(TASK PROMPT): Search the entries for the line containing "Dump the readable". Repeat it, then every line after it, exactly through the final line.

[Saved entries]
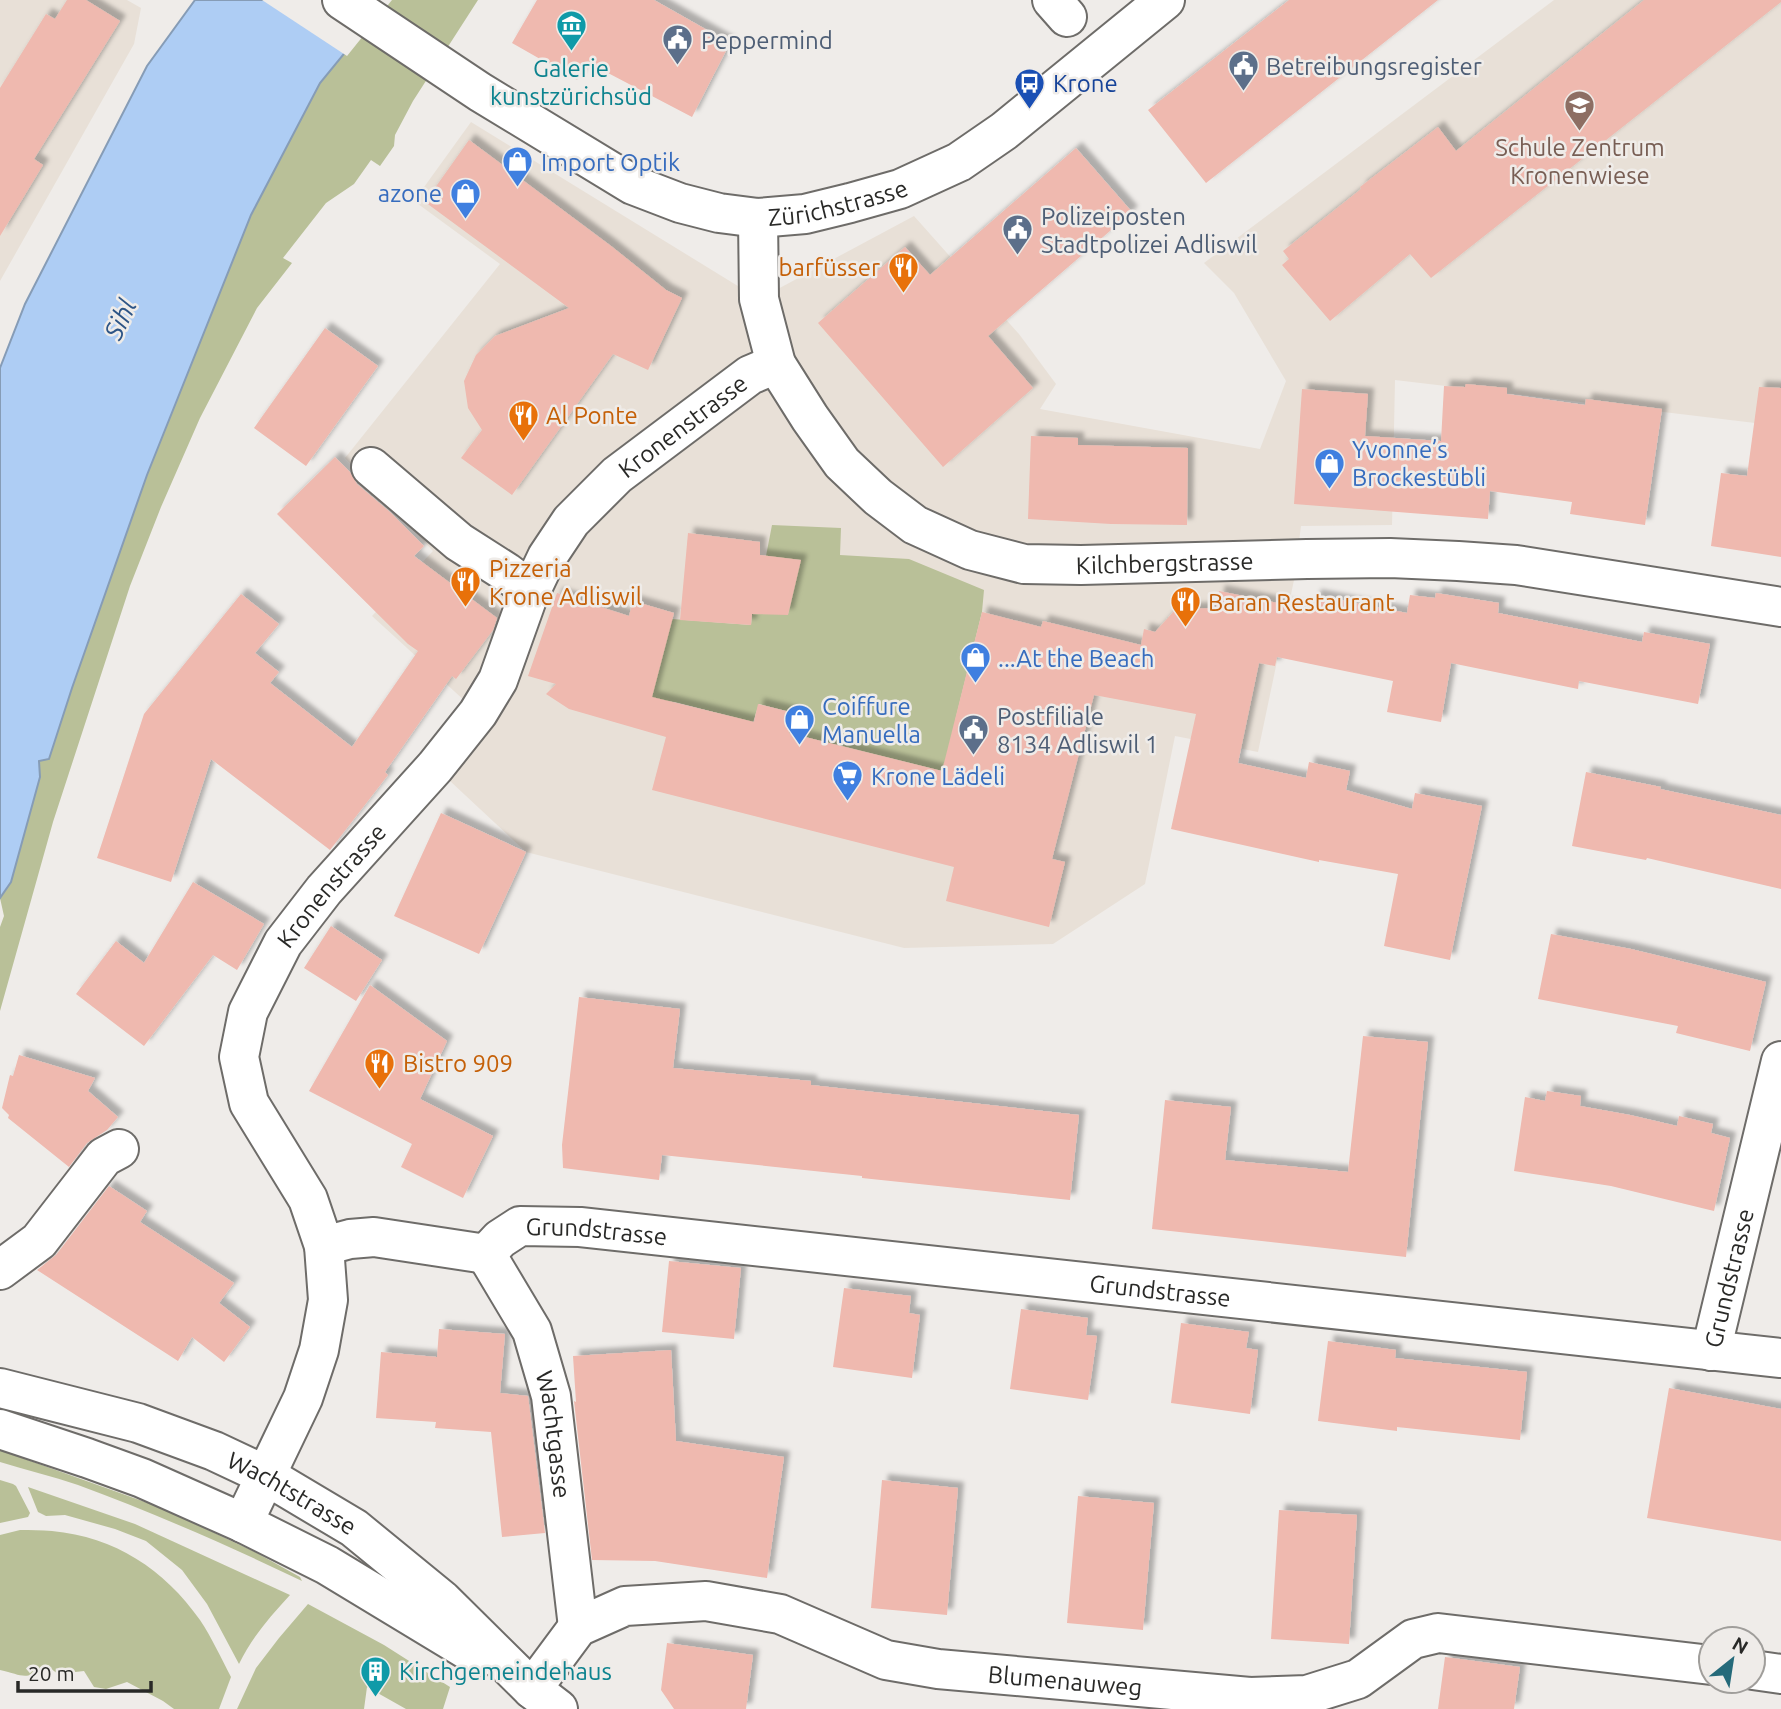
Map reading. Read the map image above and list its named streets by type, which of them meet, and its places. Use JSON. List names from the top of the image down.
{
  "streets": {
    "street": [
      "Zürichstrasse",
      "Kronenstrasse",
      "Kilchbergstrasse",
      "Grundstrasse",
      "Wachtgasse",
      "Wachtstrasse",
      "Blumenauweg"
    ]
  },
  "crossings": [
    ["Zürichstrasse", "Kilchbergstrasse"],
    ["Kronenstrasse", "Kilchbergstrasse"],
    ["Kronenstrasse", "Wachtstrasse"],
    ["Grundstrasse", "Wachtgasse"],
    ["Wachtgasse", "Blumenauweg"],
    ["Wachtstrasse", "Blumenauweg"]
  ],
  "water": ["Sihl"],
  "places": {
    "museum": ["Galerie kunstzürichsüd"],
    "public building": [
      "Peppermind",
      "Betreibungsregister",
      "Polizeiposten Stadtpolizei Adliswil",
      "Postfiliale 8134 Adliswil 1"
    ],
    "bus stop": ["Krone"],
    "school or university": ["Schule Zentrum Kronenwiese"],
    "shop": [
      "Import Optik",
      "azone",
      "Yvonne’s Brockestübli",
      "...At the Beach",
      "Coiffure Manuella"
    ],
    "restaurant": [
      "barfüsser",
      "Al Ponte",
      "Pizzeria Krone Adliswil",
      "Baran Restaurant",
      "Bistro 909"
    ],
    "supermarket": ["Krone Lädeli"],
    "building": ["Kirchgemeindehaus"]
  },
  "scale_bar": "20 m",
  "north": "top right"
}
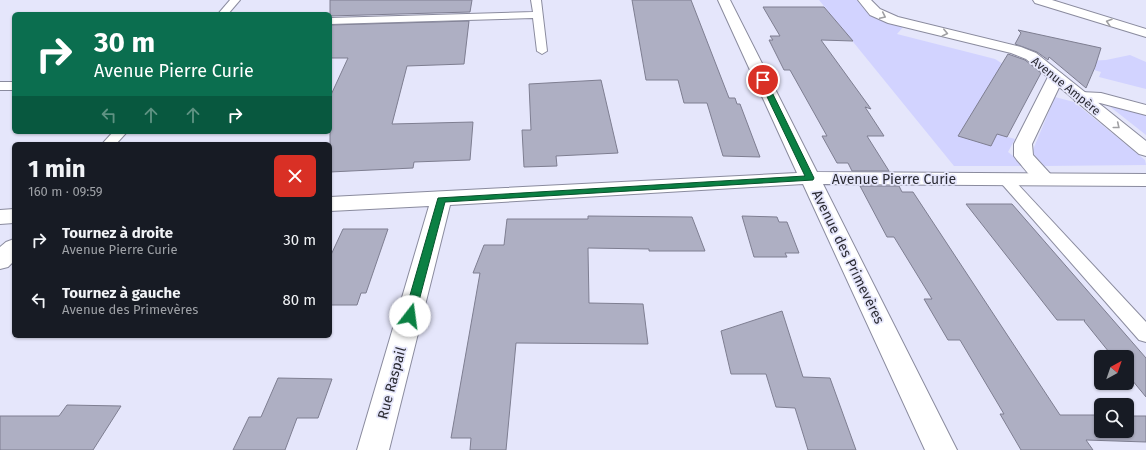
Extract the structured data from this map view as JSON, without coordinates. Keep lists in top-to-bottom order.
{
  "streets": {
    "street": [
      "Avenue Ampère",
      "Avenue Pierre Curie",
      "Avenue des Primevères",
      "Rue Raspail"
    ]
  },
  "crossings": [
    ["Avenue Pierre Curie", "Avenue des Primevères"],
    ["Avenue Pierre Curie", "Rue Raspail"]
  ],
  "north": "top right",
  "page": {
    "turn": ["30 m", "Avenue Pierre Curie"],
    "heading": ["1 min", "160 m · 09:59"],
    "list": [
      {
        "name": "Tournez à droite",
        "note": "Avenue Pierre Curie",
        "value": "30 m"
      },
      {
        "name": "Tournez à gauche",
        "note": "Avenue des Primevères",
        "value": "80 m"
      }
    ]
  }
}
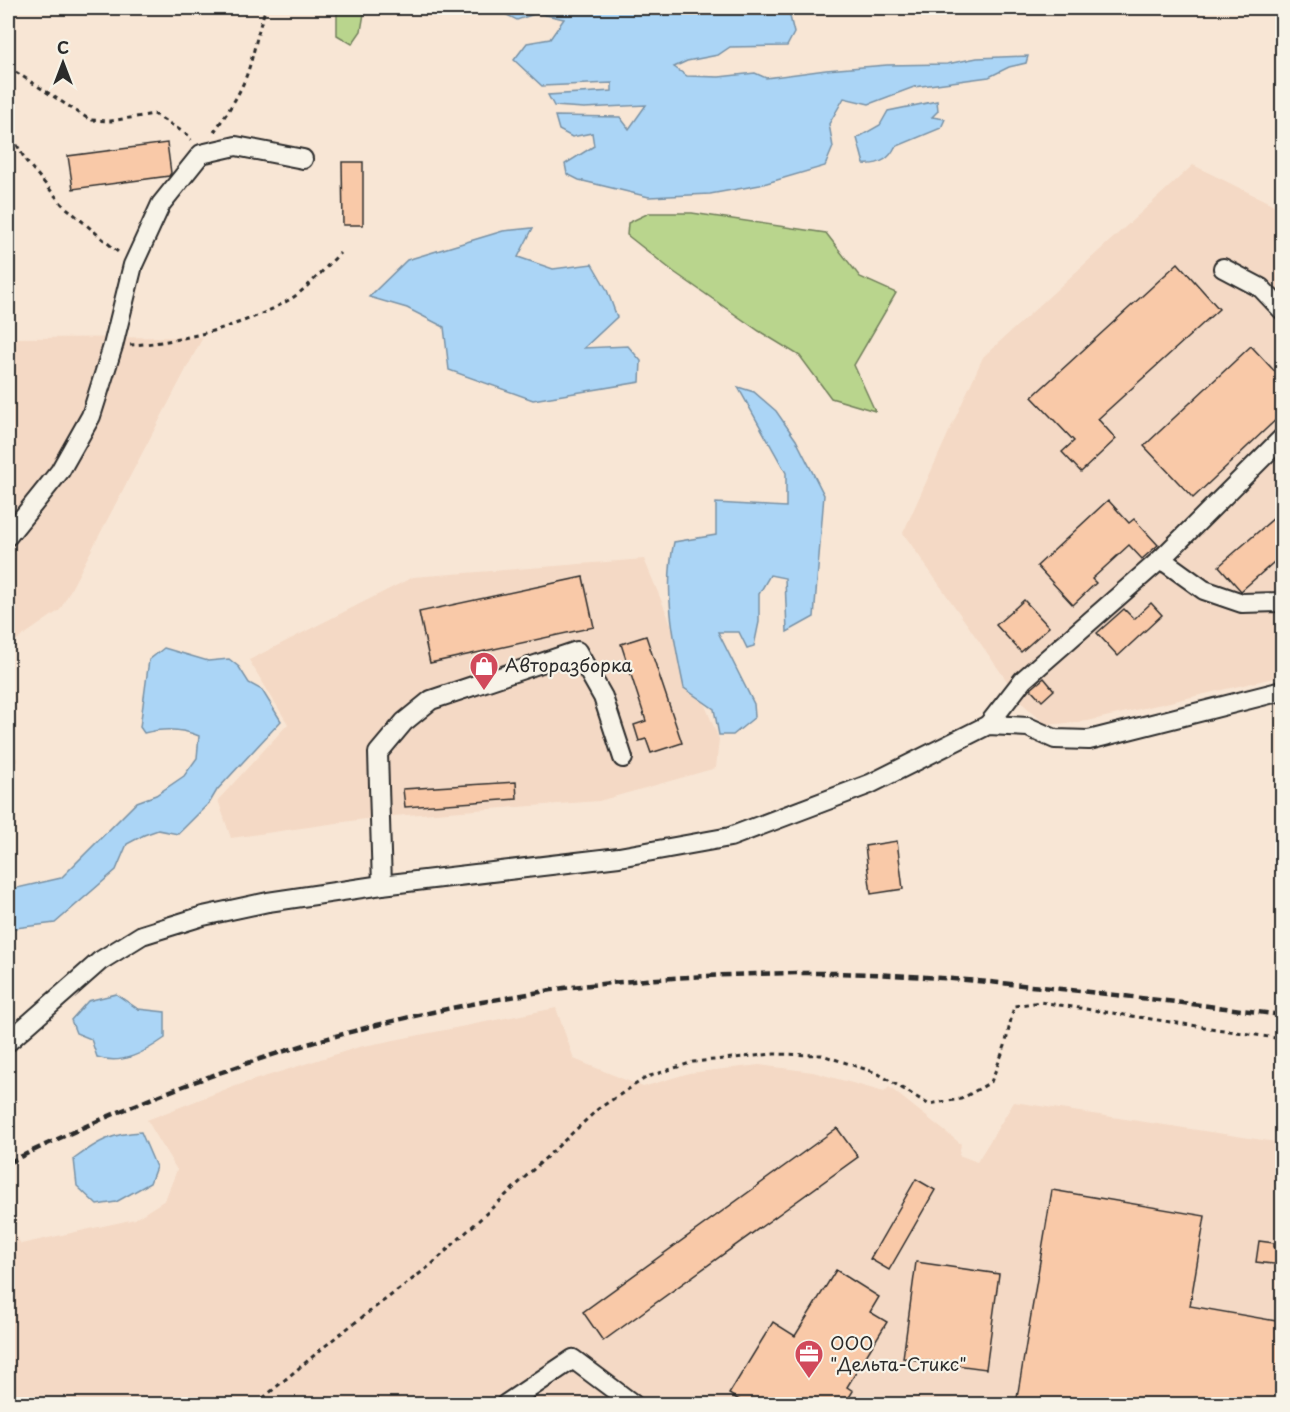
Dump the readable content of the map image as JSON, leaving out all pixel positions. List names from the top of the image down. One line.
{"places":{"shop":["Авторазборка"],"office":["ООО \"Дельта-Стикс\""]},"north":"top"}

(SOLUTION TO THE EXERCISE):
Dump the readable content of the map image as JSON, leaving out all pixel positions. List names from the top of the image down. One line.
{"places":{"shop":["Авторазборка"],"office":["ООО \"Дельта-Стикс\""]},"north":"top"}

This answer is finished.